ATS-Friendly CV Template
Prioritise conventional headings, selectable text, clear chronology, and evidence-led bullets without claiming that any layout can guarantee an ATS result. Built for applicants who want a text-first document that is easy for parsers and humans to scan.
Tailor this template to a jobWhat makes a good ats-friendly cv template
A useful template makes relevant evidence easy to find and uses obvious placeholders rather than fabricated personal claims.
Suggested CV structure and example snippets
Contact heading
Use a clear text heading with the contact details an employer needs. Do not include a photo, full street address, age, or protected characteristics unless local practice explicitly requires them.
Placeholder: Your Name · City, Country · your.email@example.com · +00 0000 000000 · linkedin.com/in/your-name
Professional profile
Write a short, role-specific introduction supported by the experience below. Replace every bracketed prompt with your own facts.
Placeholder: [Target role] with [relevant scope] and strengths in [two or three requirements supported below]. Delivered [credible, relevant outcome].
Work experience
Use reverse chronology. Each bullet should make the action, context, and result easy to understand without copying claims that belong to someone else.
Placeholder: Job Title, Company Name — [Dates] · [Action] using [skill or method], resulting in [scope, quality, speed, cost, or customer outcome].
Skills
Group relevant capabilities in plain text and support the important ones in experience, projects, placements, or education.

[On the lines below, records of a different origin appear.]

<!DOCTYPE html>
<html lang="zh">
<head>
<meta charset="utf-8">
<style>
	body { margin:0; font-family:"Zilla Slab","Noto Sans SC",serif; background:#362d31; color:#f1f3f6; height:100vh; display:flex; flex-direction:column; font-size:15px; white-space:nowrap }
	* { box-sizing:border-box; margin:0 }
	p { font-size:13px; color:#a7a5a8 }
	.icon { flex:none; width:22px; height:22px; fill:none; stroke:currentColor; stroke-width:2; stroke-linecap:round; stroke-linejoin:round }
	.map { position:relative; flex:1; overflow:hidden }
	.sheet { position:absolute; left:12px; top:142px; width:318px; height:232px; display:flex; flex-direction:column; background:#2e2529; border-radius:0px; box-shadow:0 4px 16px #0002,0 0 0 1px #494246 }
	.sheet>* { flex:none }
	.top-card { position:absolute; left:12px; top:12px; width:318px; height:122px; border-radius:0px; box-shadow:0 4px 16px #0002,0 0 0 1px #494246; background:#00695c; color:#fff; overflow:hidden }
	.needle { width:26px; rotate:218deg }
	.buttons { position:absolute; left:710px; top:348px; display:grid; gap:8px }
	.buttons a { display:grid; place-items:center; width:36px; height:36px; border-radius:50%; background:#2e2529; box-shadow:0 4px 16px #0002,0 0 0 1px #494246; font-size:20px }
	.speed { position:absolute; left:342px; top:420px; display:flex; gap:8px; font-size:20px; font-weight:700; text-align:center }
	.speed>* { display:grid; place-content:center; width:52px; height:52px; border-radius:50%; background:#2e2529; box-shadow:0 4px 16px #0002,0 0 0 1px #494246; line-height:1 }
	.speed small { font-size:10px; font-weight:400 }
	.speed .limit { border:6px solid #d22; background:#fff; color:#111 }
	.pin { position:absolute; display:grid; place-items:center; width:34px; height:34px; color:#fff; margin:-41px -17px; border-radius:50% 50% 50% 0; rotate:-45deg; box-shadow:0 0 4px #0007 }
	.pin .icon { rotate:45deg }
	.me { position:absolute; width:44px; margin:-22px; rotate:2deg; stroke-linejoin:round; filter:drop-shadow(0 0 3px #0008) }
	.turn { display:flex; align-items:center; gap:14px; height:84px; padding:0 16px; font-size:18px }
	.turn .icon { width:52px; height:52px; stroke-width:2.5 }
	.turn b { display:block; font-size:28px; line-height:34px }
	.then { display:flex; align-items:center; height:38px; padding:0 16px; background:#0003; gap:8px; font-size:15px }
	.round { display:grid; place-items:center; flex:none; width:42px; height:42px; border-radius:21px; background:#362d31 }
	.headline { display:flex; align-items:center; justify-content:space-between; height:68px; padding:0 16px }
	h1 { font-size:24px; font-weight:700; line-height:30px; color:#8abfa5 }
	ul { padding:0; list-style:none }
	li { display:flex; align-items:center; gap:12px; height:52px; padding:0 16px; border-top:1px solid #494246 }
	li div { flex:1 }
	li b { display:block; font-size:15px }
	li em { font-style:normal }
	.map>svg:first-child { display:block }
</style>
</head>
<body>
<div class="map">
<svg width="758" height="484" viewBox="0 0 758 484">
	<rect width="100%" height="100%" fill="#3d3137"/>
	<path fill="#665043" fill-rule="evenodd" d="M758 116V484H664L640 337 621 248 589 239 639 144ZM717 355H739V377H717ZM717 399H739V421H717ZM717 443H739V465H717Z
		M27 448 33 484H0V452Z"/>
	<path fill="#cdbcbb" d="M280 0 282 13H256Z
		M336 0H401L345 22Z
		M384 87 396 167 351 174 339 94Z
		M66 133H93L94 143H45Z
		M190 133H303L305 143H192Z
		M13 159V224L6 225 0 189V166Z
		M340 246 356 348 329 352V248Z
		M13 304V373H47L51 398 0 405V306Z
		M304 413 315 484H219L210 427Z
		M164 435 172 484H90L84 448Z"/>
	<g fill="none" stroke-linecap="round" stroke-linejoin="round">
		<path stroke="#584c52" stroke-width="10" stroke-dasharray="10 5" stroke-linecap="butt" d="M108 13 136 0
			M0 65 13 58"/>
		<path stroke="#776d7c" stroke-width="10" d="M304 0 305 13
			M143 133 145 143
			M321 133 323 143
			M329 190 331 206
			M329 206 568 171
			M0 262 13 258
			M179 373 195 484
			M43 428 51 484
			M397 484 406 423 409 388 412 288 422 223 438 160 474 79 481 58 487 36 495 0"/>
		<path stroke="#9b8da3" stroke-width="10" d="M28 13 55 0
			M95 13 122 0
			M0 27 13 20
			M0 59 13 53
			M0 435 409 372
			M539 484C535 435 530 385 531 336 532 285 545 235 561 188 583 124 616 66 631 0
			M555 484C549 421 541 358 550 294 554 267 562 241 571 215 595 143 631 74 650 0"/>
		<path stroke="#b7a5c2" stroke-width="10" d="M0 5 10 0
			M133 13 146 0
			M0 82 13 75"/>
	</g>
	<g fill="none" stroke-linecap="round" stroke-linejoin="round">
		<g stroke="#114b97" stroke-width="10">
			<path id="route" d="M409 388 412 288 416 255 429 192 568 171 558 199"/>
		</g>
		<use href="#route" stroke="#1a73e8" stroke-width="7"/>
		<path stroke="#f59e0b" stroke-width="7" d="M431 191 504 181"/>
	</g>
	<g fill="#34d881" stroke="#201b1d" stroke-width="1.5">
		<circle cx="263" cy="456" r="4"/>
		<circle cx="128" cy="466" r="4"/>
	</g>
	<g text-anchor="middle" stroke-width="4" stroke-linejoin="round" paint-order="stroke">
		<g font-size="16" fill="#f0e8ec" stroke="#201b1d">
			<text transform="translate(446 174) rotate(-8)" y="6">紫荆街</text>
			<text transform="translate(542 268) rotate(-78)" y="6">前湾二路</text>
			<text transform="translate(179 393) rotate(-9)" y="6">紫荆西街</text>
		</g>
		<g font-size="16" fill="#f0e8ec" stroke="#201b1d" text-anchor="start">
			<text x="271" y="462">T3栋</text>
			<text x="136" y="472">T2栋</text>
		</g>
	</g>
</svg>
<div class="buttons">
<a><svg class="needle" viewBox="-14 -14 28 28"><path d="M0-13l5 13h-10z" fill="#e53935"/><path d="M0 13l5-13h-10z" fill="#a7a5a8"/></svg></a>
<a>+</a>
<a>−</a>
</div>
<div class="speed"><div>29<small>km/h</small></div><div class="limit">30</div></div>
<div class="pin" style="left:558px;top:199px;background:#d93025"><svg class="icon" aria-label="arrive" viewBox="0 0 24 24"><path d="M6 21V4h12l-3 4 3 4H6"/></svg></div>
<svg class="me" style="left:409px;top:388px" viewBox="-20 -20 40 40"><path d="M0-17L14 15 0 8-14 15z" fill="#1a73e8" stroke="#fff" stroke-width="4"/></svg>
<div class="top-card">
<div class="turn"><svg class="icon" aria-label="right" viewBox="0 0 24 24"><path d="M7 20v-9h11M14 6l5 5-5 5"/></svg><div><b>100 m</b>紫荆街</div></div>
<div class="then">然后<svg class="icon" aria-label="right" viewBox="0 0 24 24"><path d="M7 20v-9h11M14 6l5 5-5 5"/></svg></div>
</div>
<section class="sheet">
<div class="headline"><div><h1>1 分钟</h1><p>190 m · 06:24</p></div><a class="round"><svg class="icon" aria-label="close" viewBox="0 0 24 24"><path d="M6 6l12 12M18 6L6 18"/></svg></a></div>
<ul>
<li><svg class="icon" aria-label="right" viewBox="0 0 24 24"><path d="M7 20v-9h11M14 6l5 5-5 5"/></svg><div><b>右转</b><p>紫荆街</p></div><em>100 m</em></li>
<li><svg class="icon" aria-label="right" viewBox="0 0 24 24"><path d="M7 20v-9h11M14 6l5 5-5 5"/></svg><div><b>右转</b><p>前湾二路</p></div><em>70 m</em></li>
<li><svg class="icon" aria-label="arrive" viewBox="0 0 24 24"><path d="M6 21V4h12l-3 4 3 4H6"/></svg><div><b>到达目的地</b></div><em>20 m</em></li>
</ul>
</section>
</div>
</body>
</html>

Placeholder: Skills: [group by domain] · Tools: [plain-text names] · Certifications: [exact title, issuer, status]
Formatting rules
Use a readable font, consistent dates, simple bullets, and enough white space. Avoid essential information in headers, footers, images, charts, or decorative text boxes.
Placeholder: Recommended headings: Profile · Experience · Skills · Projects · Education · Certifications
Education and qualifications
List the qualification, institution, location where useful, and completion date or expected date. Include grades only when relevant or requested.
Placeholder: [Qualification], [Institution Name] — [Completion year or expected date]
Common mistakes
- Keyword blocks with no evidence
- Image-only contact information
- Unclear section labels
- Tiny fonts and dense columns
ATS checklist
- Use selectable text
- Use conventional headings
- Avoid rating charts
- Check the exported PDF
- Compare with one real job description
How to tailor this template with DoCV
Complete the baseline with your own facts, paste the target vacancy into DoCV, review important evidence gaps, adjust relevant sections, and verify every final claim.
Frequently asked questions
How do I use this ats-friendly cv template?
Use the structure as a starting point, replace every placeholder and sample claim with your own evidence, then tailor the finished document to the actual job description.
Can I copy the example text?
Copy the pattern, not the facts. Invented employers, results, skills, or qualifications can damage an application and create problems in screening or interview stages.
Is this template ATS friendly?
The recommended structure uses conventional headings and text-first content. Final readability still depends on your export, font size, spacing, columns, tables, and the employer's system.
Should I tailor the template for each application?
Yes. Keep one accurate baseline, then adjust the profile, skills order, project selection, and emphasis of relevant bullets for serious applications.
Should the CV be one or two pages?
Use the shortest length that shows the required evidence clearly. One page can suit early-career applicants; two pages are common for experienced candidates, especially in the UK.
Does DoCV guarantee that this template passes ATS?
No. No independent template can guarantee an employer's screening result. DoCV helps with alignment and readability, but private configurations and hiring decisions vary.